In one memo, a civilian Pentagon intelligence officer described what happened when he took part in a raid on an Iraqi suspect's house in Tarmiya, northwest of Baghdad, on May 9, 2004. The raid involved Task Force (TF) 6-26, a secretive military unit formed to handle high-profile targets.
'During the pre-operation brief it was recommended by TF personnel that if the wife were present, she be detained and held in order to leverage the primary target's surrender,' wrote the 14-year veteran officer.
He said he objected, but when they raided the house the team leader, a senior sergeant, seized her anyway.

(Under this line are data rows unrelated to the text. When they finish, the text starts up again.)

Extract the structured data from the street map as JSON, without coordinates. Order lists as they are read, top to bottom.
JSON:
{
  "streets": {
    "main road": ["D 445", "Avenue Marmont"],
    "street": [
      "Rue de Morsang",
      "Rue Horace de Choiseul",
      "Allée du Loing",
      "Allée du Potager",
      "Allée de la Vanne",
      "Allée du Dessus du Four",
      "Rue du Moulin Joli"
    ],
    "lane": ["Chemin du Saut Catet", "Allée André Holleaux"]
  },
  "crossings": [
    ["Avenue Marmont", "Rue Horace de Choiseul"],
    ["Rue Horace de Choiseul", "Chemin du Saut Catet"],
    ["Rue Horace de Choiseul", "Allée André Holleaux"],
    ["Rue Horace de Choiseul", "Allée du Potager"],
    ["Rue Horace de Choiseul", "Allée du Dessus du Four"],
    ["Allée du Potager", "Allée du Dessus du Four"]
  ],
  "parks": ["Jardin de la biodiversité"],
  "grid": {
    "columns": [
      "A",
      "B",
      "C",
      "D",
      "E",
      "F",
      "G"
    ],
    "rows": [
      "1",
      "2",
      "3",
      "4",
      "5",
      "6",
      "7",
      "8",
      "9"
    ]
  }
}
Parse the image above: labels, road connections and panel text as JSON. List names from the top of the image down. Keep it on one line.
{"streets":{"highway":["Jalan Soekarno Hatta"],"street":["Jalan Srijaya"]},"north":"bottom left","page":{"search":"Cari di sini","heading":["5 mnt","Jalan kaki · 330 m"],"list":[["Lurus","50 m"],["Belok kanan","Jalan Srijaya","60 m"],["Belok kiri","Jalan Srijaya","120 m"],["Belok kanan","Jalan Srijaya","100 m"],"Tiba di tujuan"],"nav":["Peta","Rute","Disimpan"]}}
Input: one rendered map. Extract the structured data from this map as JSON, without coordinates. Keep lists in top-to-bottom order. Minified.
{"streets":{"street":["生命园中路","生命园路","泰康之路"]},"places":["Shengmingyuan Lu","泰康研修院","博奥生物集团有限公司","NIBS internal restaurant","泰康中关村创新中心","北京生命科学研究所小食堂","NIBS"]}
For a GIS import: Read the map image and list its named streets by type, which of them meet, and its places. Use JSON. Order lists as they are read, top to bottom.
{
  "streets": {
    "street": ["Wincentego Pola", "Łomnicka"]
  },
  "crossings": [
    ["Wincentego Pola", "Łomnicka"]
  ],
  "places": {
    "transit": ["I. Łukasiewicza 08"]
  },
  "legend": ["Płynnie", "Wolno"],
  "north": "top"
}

'The 28-year-old woman had three young children at the house, one being as young as six months and still nursing,' the intelligence officer wrote. She was held for two days and was released after he complained, he said.
Yes, nursing mothers make good leverage alright! Brilliant!
Update: My! I guess kidnapping wives and children has been a strategy from day one! So we really have created a new generation of "terrorists." Children will have forever etched in their brains, the images of their mothers and/or siblings, being snatched up and manhandled by American soldiers. Gosh, were good!




1 Comments:
Sometimes you read these stories and you just hope that it's fiction. I mean how do we stoop that low? Where do we draw the line? I think we may have stopped doing that a long time ago.